Problem details: For the data below, tally how many lines contain "Court" and answer only with that tally.

Records:

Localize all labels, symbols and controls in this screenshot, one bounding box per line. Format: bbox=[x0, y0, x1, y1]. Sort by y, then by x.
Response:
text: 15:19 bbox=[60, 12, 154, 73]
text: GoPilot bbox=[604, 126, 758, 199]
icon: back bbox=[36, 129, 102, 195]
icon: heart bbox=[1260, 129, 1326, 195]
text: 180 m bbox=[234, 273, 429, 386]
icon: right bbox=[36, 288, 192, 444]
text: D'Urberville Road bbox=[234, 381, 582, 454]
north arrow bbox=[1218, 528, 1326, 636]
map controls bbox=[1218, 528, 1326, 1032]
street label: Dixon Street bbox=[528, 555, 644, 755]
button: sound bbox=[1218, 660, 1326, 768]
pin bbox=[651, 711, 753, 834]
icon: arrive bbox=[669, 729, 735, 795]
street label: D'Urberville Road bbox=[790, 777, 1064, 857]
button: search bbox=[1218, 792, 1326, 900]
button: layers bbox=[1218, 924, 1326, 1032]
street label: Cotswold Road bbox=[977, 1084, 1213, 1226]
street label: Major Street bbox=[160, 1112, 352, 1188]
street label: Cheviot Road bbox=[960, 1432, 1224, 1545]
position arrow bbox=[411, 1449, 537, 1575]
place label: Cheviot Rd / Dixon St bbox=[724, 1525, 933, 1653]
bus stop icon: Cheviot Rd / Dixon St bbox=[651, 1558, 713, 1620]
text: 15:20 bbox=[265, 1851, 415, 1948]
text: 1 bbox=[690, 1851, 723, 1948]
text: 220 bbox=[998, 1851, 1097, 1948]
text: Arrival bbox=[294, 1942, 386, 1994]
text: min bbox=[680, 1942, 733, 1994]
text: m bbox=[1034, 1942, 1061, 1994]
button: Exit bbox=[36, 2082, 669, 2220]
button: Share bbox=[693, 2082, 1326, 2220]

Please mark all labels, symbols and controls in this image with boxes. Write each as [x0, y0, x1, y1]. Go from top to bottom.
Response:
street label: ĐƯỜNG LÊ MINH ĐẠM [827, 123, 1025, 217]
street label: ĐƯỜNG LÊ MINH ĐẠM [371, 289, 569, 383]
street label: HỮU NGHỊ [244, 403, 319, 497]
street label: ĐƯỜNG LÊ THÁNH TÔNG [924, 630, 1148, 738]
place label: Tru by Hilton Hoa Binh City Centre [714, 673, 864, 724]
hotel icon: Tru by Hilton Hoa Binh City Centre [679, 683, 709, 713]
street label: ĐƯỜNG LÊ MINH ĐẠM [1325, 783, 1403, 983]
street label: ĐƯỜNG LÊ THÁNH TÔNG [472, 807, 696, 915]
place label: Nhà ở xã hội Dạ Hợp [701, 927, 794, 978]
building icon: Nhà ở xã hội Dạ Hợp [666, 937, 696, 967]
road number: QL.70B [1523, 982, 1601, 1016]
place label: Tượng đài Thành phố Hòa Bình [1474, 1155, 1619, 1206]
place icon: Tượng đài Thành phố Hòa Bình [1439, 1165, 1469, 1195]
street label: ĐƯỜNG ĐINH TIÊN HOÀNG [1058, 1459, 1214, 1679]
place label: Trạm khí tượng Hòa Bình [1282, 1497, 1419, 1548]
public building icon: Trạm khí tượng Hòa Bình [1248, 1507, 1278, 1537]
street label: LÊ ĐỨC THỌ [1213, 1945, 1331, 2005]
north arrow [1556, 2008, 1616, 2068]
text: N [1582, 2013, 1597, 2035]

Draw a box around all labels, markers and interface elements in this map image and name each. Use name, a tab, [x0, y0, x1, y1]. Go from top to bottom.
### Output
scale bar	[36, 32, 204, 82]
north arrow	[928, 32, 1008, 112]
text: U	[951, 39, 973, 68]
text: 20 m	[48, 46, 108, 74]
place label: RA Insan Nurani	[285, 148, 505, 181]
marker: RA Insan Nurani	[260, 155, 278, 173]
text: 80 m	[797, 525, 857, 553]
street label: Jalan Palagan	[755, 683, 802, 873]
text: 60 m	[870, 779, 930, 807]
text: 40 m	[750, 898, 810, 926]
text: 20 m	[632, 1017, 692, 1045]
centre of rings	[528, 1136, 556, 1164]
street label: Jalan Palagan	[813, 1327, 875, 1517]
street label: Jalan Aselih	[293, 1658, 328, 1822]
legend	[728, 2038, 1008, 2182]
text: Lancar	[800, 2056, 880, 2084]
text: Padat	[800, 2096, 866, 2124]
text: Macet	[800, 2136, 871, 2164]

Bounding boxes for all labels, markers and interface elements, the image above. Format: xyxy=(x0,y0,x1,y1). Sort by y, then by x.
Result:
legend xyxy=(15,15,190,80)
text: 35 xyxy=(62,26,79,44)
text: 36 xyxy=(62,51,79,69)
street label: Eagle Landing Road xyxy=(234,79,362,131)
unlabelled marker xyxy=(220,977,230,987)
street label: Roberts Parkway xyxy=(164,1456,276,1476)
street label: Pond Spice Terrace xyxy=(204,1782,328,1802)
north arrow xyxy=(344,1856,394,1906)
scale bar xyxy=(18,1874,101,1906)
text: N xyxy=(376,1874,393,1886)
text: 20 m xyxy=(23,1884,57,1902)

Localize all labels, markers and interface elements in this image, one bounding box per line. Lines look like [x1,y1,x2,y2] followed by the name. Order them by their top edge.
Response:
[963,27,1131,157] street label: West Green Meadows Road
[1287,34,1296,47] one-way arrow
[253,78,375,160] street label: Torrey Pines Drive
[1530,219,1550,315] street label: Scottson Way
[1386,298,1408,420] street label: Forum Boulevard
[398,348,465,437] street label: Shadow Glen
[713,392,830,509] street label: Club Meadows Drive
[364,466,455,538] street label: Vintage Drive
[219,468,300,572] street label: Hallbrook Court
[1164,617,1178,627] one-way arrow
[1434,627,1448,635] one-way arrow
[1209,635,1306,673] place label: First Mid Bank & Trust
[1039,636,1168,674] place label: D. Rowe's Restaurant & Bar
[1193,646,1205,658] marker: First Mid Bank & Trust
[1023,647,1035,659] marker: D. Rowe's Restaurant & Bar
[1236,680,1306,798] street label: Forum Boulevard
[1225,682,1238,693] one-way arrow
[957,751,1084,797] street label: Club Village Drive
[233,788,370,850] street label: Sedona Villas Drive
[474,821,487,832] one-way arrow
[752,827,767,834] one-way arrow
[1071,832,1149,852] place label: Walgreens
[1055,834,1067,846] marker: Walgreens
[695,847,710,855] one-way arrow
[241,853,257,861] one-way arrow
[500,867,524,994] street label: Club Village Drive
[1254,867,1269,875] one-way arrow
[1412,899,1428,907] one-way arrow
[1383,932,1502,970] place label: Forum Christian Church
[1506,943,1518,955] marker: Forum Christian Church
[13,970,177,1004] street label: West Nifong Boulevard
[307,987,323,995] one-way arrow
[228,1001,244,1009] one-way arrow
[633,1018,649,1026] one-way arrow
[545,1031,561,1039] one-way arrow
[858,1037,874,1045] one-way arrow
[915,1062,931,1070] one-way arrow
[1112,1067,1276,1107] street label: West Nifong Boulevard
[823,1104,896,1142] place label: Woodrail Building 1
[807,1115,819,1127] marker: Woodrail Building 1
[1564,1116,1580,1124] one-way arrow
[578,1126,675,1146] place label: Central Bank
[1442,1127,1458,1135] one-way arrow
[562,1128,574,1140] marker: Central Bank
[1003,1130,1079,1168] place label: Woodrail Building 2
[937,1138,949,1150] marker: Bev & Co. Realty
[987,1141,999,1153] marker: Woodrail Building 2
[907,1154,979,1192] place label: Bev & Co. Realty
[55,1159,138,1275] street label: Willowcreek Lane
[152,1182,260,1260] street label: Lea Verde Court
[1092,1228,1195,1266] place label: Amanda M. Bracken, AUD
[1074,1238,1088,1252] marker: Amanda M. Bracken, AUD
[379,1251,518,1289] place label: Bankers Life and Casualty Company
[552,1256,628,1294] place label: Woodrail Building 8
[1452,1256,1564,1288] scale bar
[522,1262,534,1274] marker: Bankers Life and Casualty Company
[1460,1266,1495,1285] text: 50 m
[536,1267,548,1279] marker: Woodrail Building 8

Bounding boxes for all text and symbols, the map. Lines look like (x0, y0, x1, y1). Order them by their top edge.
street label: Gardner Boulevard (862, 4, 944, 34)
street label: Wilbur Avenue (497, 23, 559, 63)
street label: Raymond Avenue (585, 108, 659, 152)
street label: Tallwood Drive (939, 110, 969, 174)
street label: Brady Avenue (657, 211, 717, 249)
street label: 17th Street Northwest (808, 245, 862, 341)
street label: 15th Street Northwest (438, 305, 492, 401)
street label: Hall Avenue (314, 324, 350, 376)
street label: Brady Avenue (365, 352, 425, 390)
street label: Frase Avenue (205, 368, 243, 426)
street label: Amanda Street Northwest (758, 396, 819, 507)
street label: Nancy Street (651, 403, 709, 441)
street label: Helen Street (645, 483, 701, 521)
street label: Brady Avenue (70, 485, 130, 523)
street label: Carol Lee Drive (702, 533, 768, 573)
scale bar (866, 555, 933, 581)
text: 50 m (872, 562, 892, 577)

Output: 2